Jung felt that sometimes scores are not the parameter to judge a young shooter’s mental ability. “Harmony of mind and body is a must for steady performance at the senior level. A weak mindset restricts performance at the world level, where the competition is very tough,” he said.
For decades, the rapid-fire pistol event has been dominated by the Army and Paramilitary shooters as it is mentally and physically demanding, besides being expensive. But the school-going shooter has made experts take notice partly because he has a family which can support his expensive training.
The cost of each round ranges between Rs 9 to Rs 30 depending on the quality of the ammunition. While budding shooters use cheaper ammo, the top group --- mostly Army marksmen --- prefers high-end ammunition as it is more accurate. On an average, a 60-shot match costs around R1800 with high-end ammo.
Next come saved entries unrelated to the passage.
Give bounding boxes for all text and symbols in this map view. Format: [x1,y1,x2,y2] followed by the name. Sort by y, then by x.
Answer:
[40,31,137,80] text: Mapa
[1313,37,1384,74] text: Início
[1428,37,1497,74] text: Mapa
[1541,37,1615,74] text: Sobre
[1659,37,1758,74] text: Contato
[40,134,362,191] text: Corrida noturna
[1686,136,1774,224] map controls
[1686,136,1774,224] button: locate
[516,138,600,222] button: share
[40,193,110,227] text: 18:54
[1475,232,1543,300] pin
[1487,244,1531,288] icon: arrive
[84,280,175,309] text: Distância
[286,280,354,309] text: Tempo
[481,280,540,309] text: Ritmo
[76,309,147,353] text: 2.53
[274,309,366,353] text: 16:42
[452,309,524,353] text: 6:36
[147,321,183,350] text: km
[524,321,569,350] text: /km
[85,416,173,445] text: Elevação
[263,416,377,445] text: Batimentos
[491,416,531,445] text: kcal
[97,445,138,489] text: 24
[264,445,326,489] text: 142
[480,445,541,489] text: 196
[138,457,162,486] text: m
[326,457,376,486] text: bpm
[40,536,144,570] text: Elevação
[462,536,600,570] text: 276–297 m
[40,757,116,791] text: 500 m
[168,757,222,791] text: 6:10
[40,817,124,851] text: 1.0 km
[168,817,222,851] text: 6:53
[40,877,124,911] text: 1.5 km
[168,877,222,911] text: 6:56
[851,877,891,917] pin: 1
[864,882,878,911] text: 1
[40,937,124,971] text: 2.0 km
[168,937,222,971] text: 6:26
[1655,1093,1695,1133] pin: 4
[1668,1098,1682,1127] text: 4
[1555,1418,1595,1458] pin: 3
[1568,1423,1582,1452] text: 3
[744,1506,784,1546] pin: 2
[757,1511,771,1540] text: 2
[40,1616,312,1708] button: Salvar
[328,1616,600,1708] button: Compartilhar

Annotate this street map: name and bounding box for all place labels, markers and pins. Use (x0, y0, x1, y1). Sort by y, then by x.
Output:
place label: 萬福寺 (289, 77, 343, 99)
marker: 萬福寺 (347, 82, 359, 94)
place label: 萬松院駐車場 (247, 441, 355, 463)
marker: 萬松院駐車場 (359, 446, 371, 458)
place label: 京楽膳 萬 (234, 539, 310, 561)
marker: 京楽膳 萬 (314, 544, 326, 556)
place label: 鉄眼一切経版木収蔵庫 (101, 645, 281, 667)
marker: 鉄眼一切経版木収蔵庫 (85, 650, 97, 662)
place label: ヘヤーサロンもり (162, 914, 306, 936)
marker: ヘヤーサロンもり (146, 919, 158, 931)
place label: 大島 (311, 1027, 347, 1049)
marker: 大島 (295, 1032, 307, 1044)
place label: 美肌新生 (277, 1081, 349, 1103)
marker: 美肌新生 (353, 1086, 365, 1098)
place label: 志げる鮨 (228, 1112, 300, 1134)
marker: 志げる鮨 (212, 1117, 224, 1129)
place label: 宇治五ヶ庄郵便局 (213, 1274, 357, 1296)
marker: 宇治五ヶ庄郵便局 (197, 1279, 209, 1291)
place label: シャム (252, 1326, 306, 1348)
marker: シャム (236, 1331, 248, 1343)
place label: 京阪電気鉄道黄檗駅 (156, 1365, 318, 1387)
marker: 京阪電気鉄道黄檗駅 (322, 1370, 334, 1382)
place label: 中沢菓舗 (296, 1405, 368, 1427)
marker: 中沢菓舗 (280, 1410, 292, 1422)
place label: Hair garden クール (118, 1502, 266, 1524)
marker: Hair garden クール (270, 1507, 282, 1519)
India’s junior national pistol coach Jaspal Rana, a child prodigy himself when he came on the national scene in the early 90s, while appreciating Bhanwala’s efforts also sounds a warning. “He is doing well, but it’s important to sustain the effort over a period of time. Rapid fire is taxing. If the shooter loses focus or isn’t disciplined, it becomes difficult to perform at the top level,” he said.
The four-time Asian Games gold medallist feels that young shooters having potential need to be nurtured carefully. “After winning a few events, promising youngsters have a tendency to lose track. It’s important to follow good principles for consistent performance,” he said
According to Jung, winning a world junior title and replicating the feat at the senior level are two different poles. In 2006, Navnath Fartade won the air rifle world junior title at Zagreb, Croatia but struggled at the senior level.
“Promising shooters need to formulate a long-term plan. Otherwise, performance becomes erratic,” said Jung.